*** Material for this exercise ***
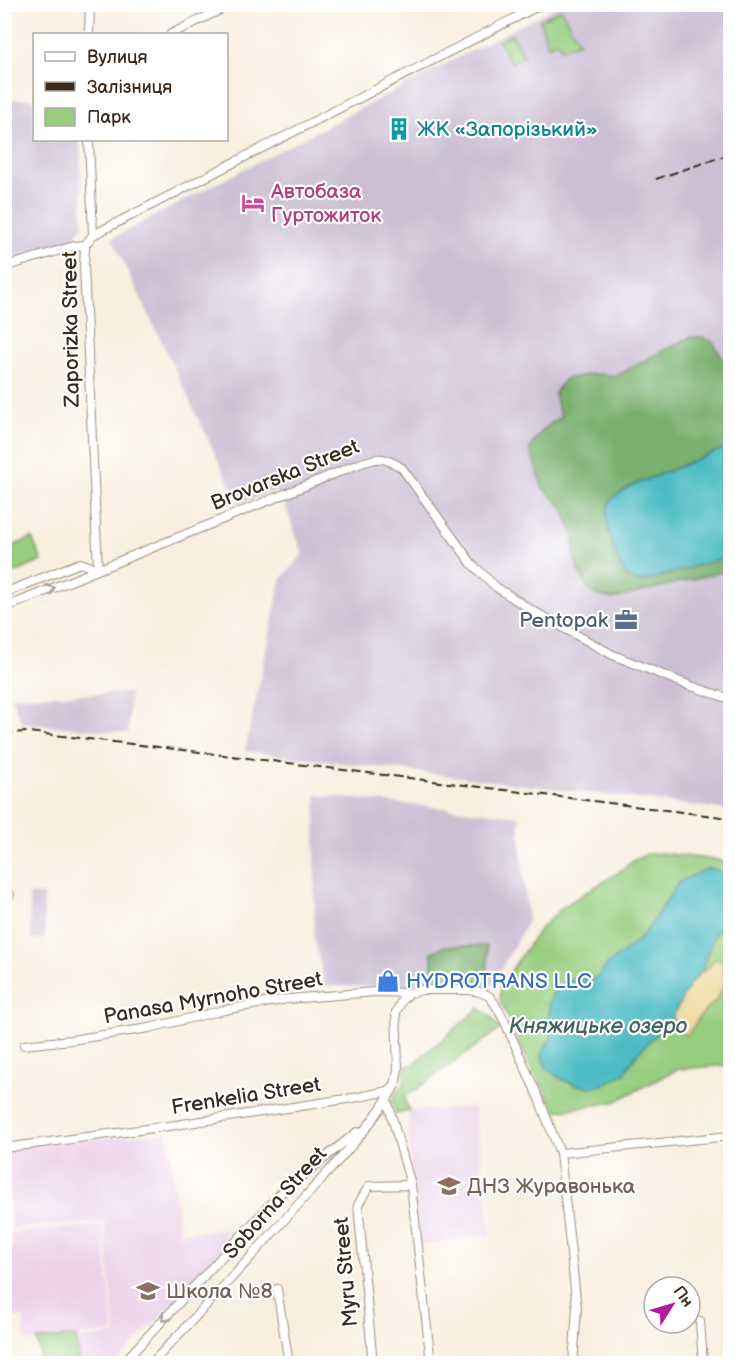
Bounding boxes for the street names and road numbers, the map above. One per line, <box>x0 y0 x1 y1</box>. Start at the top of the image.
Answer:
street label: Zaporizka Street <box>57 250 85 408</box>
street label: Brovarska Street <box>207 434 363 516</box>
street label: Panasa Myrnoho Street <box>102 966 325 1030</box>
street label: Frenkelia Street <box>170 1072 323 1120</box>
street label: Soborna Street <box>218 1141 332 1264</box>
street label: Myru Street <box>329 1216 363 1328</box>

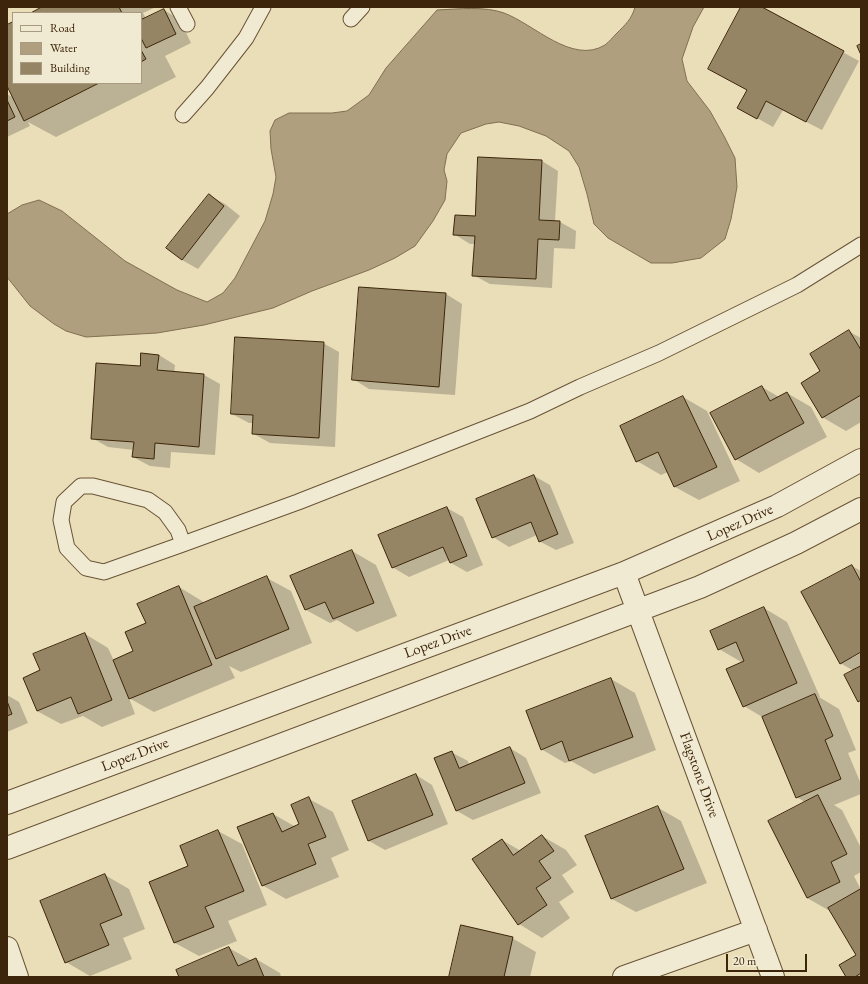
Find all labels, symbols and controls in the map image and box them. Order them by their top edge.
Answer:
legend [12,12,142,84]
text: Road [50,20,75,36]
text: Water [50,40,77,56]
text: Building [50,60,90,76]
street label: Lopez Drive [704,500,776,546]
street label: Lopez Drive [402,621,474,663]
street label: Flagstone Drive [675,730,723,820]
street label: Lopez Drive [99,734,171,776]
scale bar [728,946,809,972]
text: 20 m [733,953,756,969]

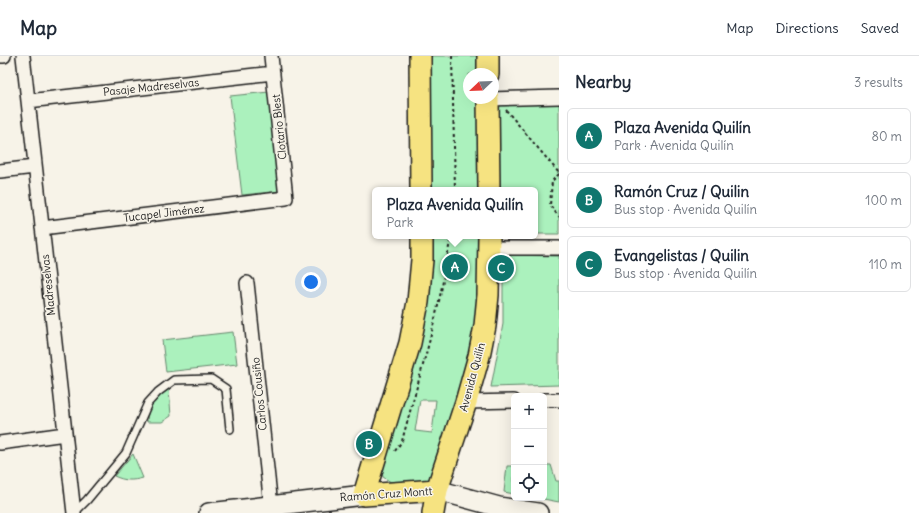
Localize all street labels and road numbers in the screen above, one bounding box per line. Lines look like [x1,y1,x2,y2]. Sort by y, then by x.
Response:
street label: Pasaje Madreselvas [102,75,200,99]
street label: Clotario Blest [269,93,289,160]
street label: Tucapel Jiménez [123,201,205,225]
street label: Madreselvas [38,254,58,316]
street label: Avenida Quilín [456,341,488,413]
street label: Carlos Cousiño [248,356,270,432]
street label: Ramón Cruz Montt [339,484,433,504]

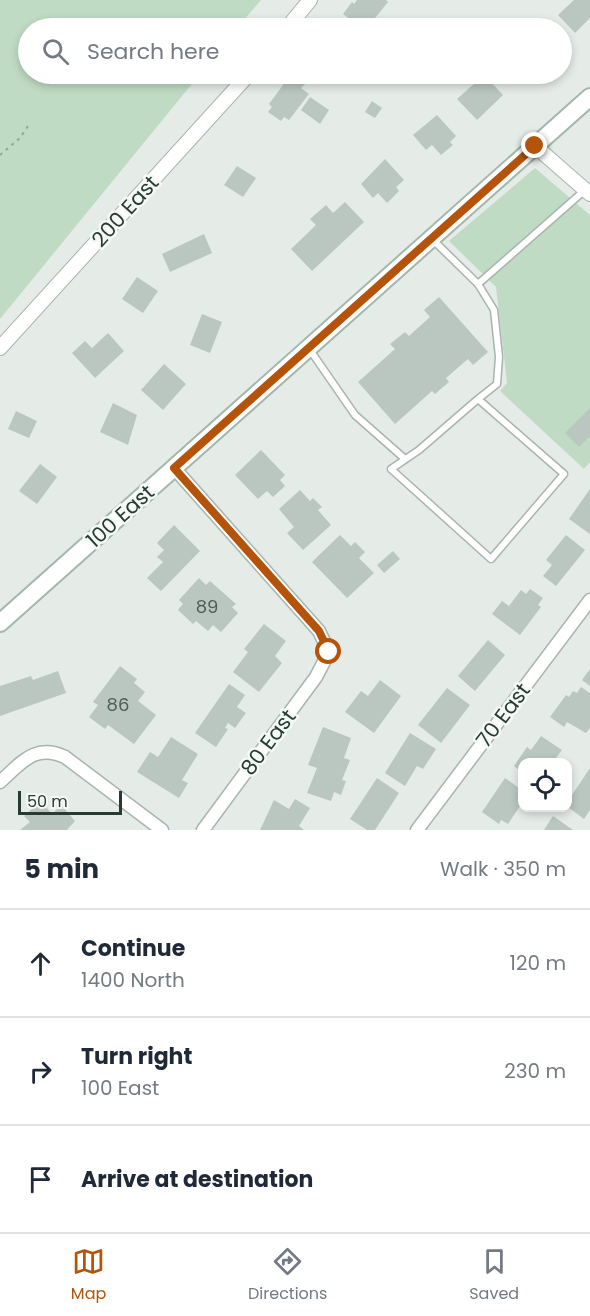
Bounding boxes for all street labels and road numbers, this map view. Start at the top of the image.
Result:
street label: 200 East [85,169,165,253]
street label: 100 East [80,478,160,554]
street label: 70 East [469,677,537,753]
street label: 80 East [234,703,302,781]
*** End of Material for this exercise ***
## [About this exercise]
Write out each line exactly, beginning at the one with "Bounding boxes for all" and ending at the final line of the records above, with nothing added.

## [Result of the task]
Bounding boxes for all street labels and road numbers, this map view. Start at the top of the image.
Result:
street label: 200 East [85,169,165,253]
street label: 100 East [80,478,160,554]
street label: 70 East [469,677,537,753]
street label: 80 East [234,703,302,781]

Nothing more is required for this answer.